TASK TO CARRY OUT
Copy all lines of the listing that include the string "down".

RECORDS PROVIDED
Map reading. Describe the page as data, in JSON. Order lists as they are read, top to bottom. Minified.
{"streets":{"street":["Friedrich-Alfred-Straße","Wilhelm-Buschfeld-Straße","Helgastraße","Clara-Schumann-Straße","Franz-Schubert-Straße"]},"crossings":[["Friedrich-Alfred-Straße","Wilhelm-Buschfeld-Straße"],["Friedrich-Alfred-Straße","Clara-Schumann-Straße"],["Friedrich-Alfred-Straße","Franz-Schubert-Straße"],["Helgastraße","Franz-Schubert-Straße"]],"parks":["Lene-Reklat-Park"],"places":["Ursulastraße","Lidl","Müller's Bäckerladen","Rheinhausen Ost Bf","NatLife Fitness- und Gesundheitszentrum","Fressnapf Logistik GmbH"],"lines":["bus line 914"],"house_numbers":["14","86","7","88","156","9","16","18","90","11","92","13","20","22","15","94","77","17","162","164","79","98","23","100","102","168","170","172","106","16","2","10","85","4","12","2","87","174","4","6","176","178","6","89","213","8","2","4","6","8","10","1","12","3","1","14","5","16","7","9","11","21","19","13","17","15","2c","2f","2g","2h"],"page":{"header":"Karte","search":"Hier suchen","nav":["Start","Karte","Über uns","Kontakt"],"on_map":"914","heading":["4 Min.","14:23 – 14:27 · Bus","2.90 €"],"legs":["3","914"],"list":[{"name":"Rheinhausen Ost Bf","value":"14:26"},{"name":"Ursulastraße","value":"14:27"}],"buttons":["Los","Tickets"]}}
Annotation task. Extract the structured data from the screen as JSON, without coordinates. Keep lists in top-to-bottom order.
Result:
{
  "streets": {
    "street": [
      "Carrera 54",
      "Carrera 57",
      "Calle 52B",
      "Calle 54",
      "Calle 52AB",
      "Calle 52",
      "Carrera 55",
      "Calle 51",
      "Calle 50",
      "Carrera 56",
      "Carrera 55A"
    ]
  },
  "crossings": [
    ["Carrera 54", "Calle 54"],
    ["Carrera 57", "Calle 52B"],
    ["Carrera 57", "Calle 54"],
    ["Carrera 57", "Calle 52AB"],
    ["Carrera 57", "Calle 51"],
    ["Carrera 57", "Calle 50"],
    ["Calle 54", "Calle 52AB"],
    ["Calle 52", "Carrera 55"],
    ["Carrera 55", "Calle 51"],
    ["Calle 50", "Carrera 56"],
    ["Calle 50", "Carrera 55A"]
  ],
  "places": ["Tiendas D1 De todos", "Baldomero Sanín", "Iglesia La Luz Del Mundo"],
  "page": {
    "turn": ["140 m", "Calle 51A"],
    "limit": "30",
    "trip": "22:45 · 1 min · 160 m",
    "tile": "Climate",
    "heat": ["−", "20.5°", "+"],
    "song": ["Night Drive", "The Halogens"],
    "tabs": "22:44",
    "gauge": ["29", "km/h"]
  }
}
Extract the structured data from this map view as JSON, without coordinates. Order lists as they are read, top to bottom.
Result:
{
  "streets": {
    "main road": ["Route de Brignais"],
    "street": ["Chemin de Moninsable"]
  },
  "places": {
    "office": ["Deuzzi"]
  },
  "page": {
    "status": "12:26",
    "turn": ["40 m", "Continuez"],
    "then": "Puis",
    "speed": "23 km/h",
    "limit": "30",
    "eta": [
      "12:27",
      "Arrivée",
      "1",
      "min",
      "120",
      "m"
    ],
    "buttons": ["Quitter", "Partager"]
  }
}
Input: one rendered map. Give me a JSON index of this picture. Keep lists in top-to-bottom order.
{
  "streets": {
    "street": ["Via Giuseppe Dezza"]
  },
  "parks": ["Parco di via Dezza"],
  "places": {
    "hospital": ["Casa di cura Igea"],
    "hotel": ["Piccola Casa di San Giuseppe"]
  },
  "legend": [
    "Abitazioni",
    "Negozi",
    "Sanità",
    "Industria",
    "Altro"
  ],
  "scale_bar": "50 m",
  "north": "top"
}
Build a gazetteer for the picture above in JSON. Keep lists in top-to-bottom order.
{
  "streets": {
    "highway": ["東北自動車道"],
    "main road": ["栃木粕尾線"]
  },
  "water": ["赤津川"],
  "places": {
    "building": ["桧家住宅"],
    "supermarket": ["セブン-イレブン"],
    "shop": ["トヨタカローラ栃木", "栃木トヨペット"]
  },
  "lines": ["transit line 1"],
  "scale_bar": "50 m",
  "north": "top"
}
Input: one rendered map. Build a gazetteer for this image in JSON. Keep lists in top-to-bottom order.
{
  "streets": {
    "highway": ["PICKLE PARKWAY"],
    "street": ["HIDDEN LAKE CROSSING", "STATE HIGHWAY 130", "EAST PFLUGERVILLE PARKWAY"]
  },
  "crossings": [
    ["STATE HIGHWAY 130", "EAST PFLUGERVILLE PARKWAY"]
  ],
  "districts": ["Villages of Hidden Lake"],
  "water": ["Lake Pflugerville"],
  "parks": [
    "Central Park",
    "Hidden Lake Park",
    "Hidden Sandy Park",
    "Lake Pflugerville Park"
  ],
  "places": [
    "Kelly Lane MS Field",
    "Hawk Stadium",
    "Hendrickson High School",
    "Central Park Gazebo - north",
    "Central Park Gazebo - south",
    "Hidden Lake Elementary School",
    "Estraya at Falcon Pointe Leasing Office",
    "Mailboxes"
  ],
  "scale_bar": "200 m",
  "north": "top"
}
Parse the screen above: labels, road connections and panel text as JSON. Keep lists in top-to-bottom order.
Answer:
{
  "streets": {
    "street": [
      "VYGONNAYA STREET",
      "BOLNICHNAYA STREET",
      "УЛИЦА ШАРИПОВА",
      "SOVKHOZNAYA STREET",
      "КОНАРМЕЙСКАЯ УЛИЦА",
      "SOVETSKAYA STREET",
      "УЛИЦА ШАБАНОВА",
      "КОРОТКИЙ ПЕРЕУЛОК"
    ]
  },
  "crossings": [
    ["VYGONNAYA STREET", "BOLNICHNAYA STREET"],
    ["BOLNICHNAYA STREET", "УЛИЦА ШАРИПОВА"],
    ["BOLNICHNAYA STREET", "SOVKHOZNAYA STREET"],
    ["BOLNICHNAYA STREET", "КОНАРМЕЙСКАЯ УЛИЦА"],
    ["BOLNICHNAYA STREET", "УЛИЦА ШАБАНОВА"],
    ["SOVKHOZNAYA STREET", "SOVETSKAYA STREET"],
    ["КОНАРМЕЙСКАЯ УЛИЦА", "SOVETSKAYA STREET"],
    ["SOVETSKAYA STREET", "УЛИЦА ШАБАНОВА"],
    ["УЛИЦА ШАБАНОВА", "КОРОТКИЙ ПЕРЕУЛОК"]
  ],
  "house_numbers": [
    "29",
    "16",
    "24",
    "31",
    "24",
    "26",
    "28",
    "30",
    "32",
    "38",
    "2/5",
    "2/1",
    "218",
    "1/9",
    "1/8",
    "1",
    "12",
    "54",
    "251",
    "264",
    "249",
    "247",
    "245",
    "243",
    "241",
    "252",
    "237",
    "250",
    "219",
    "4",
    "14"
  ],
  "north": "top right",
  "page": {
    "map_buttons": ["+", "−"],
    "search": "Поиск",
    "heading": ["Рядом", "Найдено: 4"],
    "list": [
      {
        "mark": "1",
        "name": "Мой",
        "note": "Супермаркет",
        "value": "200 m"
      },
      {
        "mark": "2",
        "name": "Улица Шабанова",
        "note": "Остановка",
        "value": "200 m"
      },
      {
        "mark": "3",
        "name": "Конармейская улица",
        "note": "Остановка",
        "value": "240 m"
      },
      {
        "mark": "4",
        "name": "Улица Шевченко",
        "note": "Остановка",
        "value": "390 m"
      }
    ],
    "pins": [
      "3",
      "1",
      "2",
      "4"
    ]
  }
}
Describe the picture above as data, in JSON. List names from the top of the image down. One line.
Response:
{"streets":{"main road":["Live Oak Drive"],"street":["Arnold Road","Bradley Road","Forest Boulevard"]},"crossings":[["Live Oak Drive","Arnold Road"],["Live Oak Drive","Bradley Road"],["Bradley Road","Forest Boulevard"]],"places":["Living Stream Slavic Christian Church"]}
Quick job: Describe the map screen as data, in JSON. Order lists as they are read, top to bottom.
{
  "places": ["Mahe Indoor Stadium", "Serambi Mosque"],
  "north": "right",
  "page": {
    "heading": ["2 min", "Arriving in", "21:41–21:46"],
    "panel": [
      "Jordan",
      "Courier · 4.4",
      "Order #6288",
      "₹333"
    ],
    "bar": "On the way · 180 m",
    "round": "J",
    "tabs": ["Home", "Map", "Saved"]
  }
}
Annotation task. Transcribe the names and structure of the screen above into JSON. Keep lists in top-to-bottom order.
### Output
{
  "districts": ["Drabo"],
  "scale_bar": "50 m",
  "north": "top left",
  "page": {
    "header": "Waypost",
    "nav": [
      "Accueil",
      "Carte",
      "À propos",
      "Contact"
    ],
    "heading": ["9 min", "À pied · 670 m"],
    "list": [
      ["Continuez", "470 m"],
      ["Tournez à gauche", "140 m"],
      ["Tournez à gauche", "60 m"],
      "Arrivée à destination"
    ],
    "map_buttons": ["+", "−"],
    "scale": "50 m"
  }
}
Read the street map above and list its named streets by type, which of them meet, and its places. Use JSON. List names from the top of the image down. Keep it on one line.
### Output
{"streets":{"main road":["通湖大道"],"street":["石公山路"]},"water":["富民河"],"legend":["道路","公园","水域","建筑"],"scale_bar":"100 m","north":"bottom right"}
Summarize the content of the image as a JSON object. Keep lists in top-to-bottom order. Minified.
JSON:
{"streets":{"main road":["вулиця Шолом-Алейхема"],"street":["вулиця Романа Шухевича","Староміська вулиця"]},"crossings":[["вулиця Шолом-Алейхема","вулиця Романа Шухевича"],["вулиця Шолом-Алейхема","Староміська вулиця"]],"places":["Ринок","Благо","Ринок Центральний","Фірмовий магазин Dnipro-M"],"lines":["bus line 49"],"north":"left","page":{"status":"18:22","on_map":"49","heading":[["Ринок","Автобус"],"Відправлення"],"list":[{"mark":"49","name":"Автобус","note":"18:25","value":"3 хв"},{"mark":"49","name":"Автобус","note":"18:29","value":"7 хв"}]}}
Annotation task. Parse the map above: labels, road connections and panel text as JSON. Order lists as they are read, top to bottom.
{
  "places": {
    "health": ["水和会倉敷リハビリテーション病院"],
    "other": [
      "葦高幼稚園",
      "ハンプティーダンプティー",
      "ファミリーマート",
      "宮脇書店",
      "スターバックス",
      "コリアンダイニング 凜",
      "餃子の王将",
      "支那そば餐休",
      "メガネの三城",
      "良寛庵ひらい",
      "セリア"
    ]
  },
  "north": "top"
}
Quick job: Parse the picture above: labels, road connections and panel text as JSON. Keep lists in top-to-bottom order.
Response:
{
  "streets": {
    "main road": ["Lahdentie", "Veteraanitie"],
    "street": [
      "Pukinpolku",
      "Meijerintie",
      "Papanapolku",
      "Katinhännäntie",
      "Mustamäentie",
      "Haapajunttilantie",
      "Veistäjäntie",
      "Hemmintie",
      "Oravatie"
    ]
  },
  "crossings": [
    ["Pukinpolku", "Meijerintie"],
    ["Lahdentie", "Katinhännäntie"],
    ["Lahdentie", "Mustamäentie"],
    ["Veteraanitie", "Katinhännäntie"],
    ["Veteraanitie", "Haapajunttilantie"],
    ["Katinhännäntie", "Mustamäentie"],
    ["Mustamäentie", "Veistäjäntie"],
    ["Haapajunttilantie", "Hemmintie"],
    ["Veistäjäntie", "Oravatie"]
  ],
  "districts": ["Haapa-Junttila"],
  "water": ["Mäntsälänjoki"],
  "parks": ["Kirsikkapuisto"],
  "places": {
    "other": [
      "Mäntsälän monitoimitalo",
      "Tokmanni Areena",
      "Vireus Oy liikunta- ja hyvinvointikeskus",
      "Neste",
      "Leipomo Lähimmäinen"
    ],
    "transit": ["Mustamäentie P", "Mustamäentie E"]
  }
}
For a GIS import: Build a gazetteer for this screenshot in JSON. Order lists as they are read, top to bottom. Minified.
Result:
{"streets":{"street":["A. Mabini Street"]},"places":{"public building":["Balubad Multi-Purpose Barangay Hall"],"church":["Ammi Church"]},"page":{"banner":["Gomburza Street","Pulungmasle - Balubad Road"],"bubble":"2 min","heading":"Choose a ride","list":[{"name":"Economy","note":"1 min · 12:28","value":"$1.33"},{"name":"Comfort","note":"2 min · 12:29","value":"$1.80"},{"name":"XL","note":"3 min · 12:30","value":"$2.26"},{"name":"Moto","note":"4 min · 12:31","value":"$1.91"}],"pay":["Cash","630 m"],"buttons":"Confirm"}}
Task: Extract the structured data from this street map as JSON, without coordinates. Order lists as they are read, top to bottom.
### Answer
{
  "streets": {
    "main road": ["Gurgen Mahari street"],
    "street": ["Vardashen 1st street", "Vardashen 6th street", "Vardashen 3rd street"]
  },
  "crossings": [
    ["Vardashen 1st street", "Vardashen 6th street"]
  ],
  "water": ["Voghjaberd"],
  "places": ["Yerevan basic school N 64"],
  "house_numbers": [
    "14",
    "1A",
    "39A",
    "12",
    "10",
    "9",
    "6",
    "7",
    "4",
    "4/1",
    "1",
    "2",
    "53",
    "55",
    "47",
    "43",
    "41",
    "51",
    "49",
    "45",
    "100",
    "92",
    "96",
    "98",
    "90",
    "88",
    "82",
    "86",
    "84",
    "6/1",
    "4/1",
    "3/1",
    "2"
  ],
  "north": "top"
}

THE ANSWER
Describe the picture above as data, in JSON. List names from the top of the image down. One line.
Read the street map above and list its named streets by type, which of them meet, and its places. Use JSON. List names from the top of the image down. Keep it on one line.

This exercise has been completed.